» **Problem to work on**:
Pull every line holding the word "border" from the data below and copy it.

[Collected data]
>>

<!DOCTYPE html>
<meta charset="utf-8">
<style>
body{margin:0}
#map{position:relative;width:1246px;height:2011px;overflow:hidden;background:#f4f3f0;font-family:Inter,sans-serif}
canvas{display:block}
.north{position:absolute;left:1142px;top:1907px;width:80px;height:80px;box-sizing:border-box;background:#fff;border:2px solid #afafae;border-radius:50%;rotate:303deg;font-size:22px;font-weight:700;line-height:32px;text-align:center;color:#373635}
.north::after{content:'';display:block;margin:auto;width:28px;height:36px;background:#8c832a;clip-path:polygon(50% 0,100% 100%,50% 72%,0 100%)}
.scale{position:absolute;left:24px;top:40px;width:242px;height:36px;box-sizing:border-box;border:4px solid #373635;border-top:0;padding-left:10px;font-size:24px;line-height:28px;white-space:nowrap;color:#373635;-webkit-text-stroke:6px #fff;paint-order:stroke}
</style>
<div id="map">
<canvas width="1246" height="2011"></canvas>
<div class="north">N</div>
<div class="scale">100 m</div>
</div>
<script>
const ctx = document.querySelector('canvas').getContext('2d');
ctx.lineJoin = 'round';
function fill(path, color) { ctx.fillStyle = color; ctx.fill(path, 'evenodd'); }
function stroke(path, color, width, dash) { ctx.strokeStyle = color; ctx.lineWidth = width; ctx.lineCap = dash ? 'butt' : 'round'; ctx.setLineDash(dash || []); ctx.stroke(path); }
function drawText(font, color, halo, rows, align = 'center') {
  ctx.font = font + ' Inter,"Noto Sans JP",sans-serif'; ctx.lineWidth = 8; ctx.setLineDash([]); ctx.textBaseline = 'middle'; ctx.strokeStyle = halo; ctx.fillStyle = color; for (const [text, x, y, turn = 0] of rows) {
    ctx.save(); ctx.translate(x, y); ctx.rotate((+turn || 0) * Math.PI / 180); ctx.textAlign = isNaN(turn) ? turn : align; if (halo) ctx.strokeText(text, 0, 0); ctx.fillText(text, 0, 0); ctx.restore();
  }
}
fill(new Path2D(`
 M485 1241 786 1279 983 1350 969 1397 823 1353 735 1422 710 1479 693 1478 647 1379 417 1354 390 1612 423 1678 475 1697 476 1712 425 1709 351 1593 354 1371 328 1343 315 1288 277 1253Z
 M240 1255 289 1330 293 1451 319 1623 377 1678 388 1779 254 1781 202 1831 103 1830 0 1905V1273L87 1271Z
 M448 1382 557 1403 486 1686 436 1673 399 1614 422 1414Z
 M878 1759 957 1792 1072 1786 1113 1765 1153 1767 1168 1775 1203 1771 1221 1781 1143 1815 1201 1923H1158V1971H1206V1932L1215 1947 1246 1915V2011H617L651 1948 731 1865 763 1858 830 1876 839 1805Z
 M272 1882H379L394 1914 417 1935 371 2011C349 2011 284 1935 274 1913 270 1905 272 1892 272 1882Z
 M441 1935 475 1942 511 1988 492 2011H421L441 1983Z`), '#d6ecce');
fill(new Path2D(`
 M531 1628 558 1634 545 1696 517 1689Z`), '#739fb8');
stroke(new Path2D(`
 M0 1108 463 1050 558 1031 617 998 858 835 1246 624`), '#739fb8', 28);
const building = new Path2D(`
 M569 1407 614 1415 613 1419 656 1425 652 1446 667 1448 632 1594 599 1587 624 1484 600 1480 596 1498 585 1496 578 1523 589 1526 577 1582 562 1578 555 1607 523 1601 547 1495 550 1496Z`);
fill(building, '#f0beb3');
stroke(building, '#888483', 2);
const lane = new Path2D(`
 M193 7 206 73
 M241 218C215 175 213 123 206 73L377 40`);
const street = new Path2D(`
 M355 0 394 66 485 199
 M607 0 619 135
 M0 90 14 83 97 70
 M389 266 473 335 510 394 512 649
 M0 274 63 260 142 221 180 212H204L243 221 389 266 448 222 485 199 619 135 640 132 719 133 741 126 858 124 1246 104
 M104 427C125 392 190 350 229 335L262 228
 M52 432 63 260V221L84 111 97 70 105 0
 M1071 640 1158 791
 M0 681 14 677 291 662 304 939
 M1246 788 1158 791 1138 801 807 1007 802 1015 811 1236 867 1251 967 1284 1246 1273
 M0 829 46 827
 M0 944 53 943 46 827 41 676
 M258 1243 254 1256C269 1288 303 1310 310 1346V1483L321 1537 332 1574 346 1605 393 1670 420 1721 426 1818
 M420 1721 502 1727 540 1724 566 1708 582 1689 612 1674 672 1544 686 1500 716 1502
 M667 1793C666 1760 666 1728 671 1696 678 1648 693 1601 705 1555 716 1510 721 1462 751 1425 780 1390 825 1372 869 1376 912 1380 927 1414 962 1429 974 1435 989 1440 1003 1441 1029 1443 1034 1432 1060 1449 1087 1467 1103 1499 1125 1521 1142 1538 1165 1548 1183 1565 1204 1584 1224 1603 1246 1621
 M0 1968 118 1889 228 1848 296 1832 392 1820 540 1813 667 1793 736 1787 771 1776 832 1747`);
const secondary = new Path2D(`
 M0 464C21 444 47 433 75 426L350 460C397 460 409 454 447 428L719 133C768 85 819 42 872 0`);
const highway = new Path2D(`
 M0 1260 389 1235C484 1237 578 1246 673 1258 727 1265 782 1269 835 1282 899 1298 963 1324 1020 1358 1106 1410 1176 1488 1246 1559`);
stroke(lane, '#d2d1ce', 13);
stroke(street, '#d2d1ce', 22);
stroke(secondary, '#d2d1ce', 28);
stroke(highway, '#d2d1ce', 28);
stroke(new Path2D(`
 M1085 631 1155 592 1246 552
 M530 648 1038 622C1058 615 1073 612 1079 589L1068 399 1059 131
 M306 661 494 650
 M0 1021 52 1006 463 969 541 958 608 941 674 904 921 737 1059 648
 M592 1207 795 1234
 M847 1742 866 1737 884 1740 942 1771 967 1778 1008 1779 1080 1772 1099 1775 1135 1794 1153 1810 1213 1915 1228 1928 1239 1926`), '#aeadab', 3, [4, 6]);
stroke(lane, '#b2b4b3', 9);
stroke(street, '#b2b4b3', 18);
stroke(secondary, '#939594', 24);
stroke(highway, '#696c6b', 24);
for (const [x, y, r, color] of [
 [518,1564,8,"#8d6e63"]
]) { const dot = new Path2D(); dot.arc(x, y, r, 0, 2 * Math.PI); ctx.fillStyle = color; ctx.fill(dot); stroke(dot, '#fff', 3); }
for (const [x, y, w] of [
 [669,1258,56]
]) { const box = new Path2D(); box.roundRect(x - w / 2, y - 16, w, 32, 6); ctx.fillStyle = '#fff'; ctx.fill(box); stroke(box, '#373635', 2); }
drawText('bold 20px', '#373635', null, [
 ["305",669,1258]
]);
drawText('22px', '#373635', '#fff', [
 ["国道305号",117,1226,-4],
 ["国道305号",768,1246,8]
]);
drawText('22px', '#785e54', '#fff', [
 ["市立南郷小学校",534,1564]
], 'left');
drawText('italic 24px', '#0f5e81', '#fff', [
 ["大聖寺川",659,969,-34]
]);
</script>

<<

» **Exercise output**:
.north{position:absolute;left:1142px;top:1907px;width:80px;height:80px;box-sizing:border-box;background:#fff;border:2px solid #afafae;border-radius:50%;rotate:303deg;font-size:22px;font-weight:700;line-height:32px;text-align:center;color:#373635}
.scale{position:absolute;left:24px;top:40px;width:242px;height:36px;box-sizing:border-box;border:4px solid #373635;border-top:0;padding-left:10px;font-size:24px;line-height:28px;white-space:nowrap;color:#373635;-webkit-text-stroke:6px #fff;paint-order:stroke}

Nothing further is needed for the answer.